音が止まったり、コポコポという音に変わったりしてもそれ以外のことに変化はなくて、マイオルが飽き始めていると感じてから事態が動いた。
「――そうだよ。今日は新しい薬を作っているの」
始まったと思い、セネカは二人の顔を見た。二人ともかなり驚いているのが分かる。
全ての言葉が聞き取れるわけではないけれど、キトは今日の作業の内容を話している。部屋の中には誰もいないはずだけれど、独り言にしては大きいし、内容も明瞭だ。
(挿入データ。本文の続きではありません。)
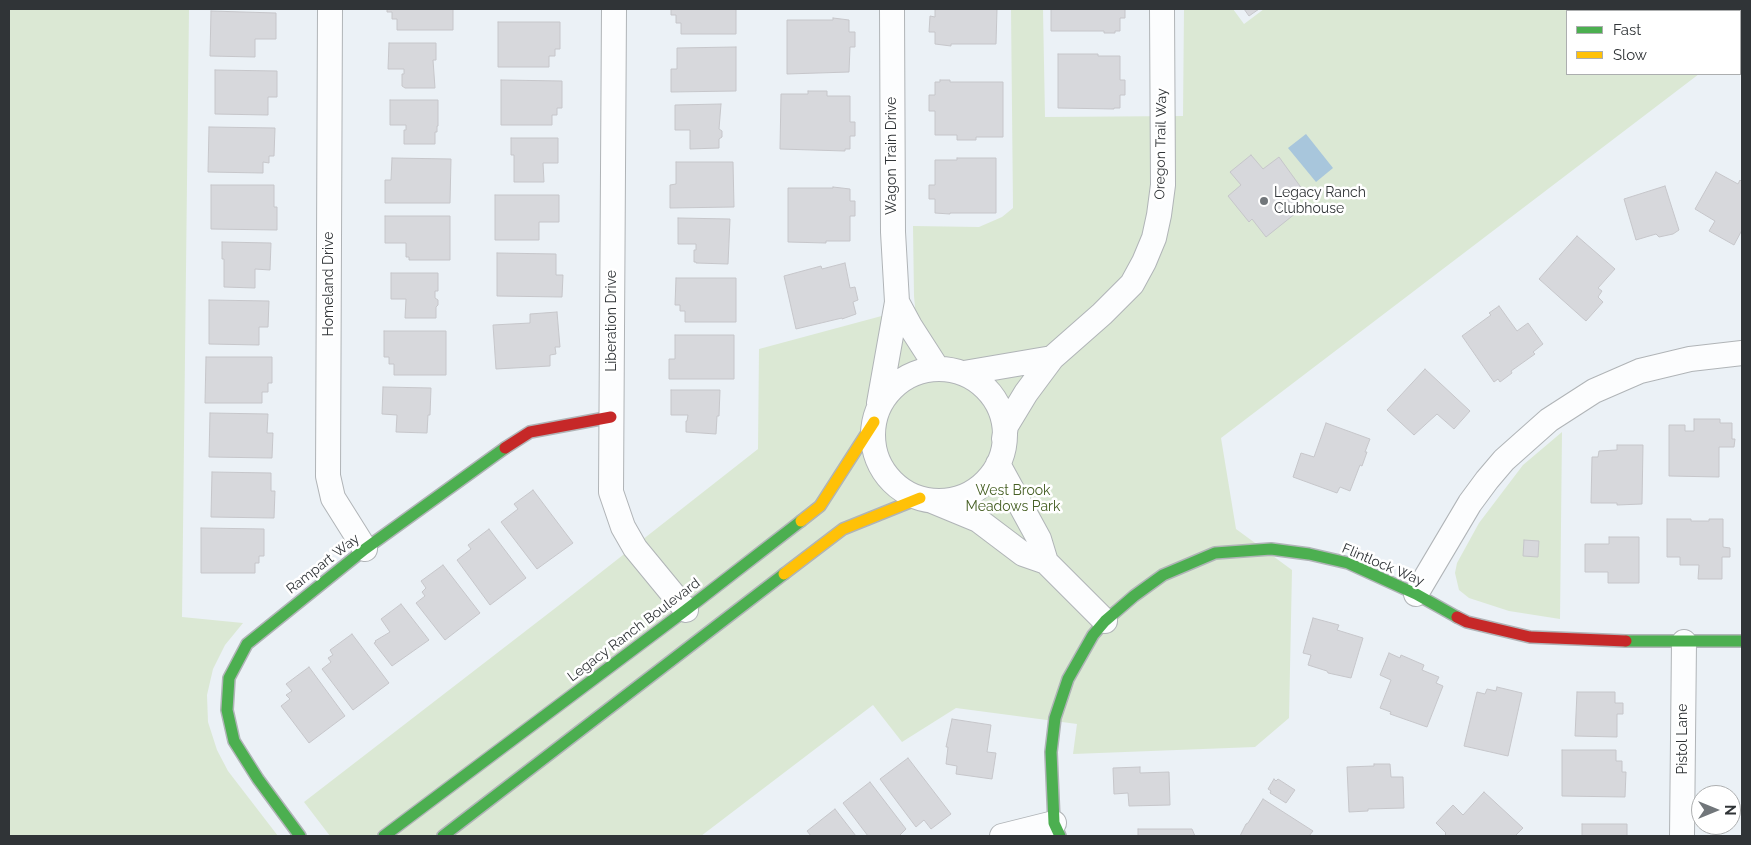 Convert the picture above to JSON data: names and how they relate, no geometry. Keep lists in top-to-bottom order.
{
  "streets": {
    "street": [
      "Oregon Trail Way",
      "Wagon Train Drive",
      "Homeland Drive",
      "Liberation Drive",
      "Rampart Way",
      "Flintlock Way",
      "Legacy Ranch Boulevard",
      "Pistol Lane"
    ]
  },
  "crossings": [
    ["Oregon Trail Way", "Wagon Train Drive"],
    ["Oregon Trail Way", "Legacy Ranch Boulevard"],
    ["Wagon Train Drive", "Legacy Ranch Boulevard"],
    ["Homeland Drive", "Rampart Way"],
    ["Liberation Drive", "Rampart Way"],
    ["Liberation Drive", "Legacy Ranch Boulevard"],
    ["Flintlock Way", "Pistol Lane"]
  ],
  "parks": ["West Brook Meadows Park"],
  "places": ["Legacy Ranch Clubhouse"],
  "legend": ["Fast", "Slow"],
  "north": "right"
} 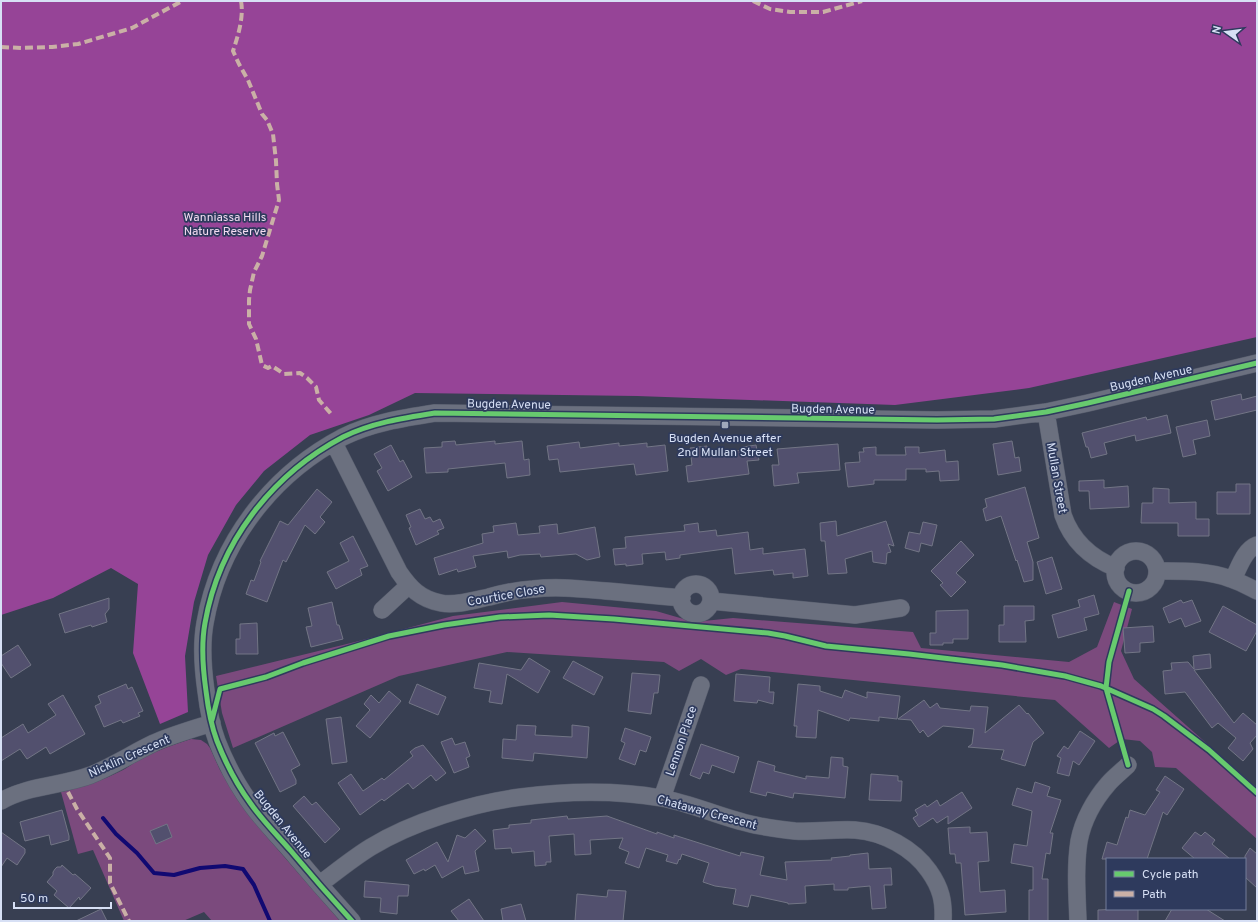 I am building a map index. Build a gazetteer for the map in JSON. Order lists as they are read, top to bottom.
{
  "streets": {
    "street": [
      "Bugden Avenue",
      "Mullan Street",
      "Courtice Close",
      "Lennon Place",
      "Nicklin Crescent",
      "Chataway Crescent"
    ]
  },
  "crossings": [
    ["Bugden Avenue", "Mullan Street"],
    ["Bugden Avenue", "Courtice Close"],
    ["Bugden Avenue", "Nicklin Crescent"],
    ["Bugden Avenue", "Chataway Crescent"],
    ["Lennon Place", "Chataway Crescent"]
  ],
  "parks": ["Wanniassa Hills Nature Reserve"],
  "places": {
    "transit": ["Bugden Avenue after 2nd Mullan Street"]
  },
  "legend": ["Cycle path", "Path"],
  "scale_bar": "50 m",
  "north": "left"
} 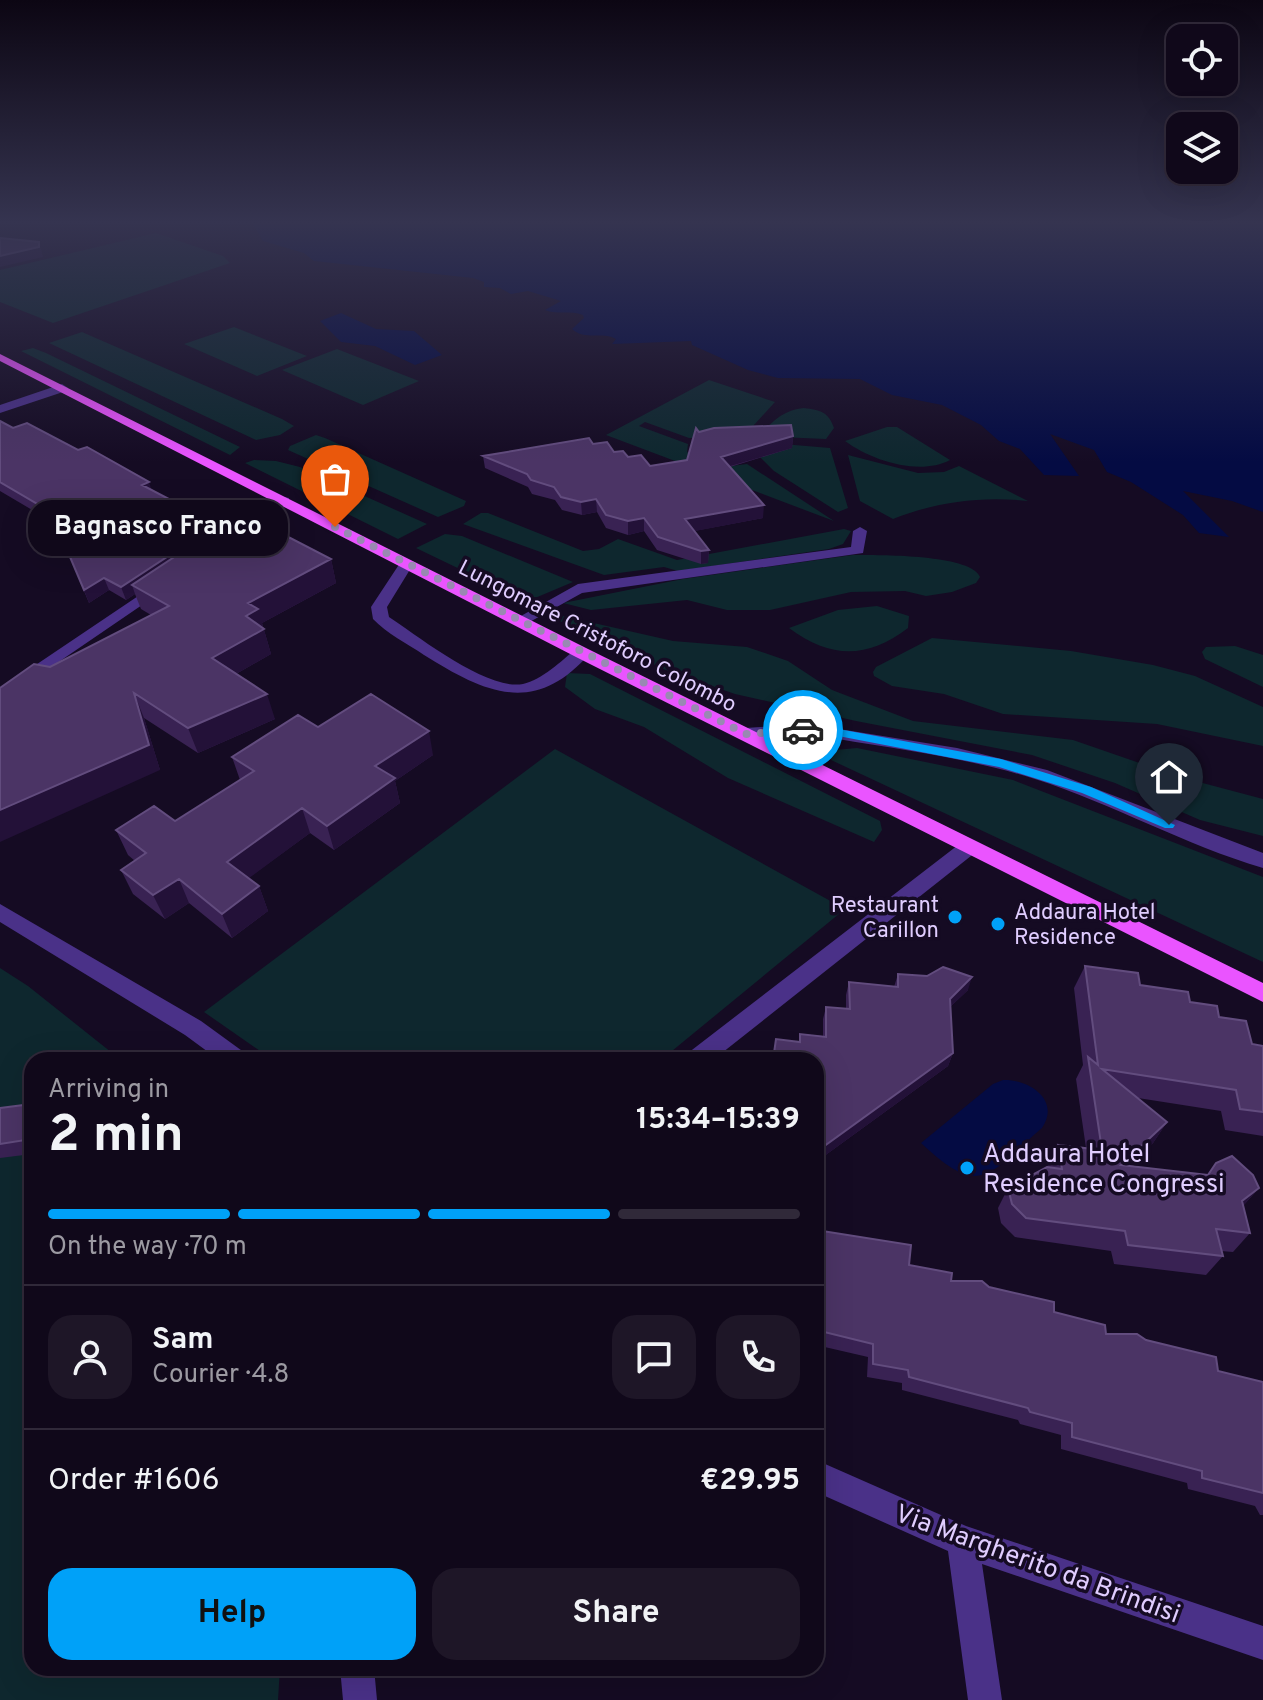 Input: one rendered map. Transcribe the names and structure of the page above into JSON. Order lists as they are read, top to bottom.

これまでにこんなことはなくて、キトの声が聞こえてくるなんてことはなかった。
どうだろうかと思い二人を見ていると、マイオルが居間に戻ろうと合図をした。
セネカはルキウスと同時に頷き、できる限り静かにその場を去った。
◆
「セネカ、謝るよ。僕はセネカがついに幻覚を見たんじゃないかと思ったけれど、そんなことはなかった。キトのことには動揺したけれど、どこか安心している自分もいるよ」
三人しかいない居間に戻ると、ルキウスがそう言って丁寧に頭を下げた。
「あたしも謝るわ。ついに頭の中が針と糸だけになっちゃったかと思って心配したけれど、そんなことはなかったわね」
「マイオルのは悪口じゃない?」
マイオルは肩をすくめた。
「まぁ冗談はさておきだけど、確かに独り言を言っていたね」
「そうね」
二人はおどけていた顔を少し戻した。
「セネカが心配な気持ちも分かるわ。キトに限っては、あたしたちに知らせずに何かを飼っているということもなさそうだしね」
「そうだね、僕もそう思うよ。キトにしては確かに変だ」
セネカはうんうんうんと頷いた。
「少し心配をかけ過ぎたかしら」
マイオルが言った。
「樹龍の時からずっと詰めていたし、気苦労が絶えなかったかな……」
ルキウスが言った。
セネカはその通りだと強く頷いた。
「誰の気苦労が多いのかな」
セネカが呟くと、マイオルとルキウスは椅子からほんの少しだけ浮き上がった。
そしてマイオルが気の毒そうな顔をして、「もしかして自覚がないの?」と言った。
セネカはまずい気がしたけれど、首を捻るしかなかった。
「なんのせいかは分からないけれど、もしパーティの人たちに対する気苦労が原因だとしたら一番はセネカでしょうね」
「二番目は僕だろうなぁ……」
「プラウティアじゃないの?」
大陸の命運を背負わされて、しかも命の危険まであったのだ。流石にプラウティアの方が心配をかけたはずだとセネカは考えた。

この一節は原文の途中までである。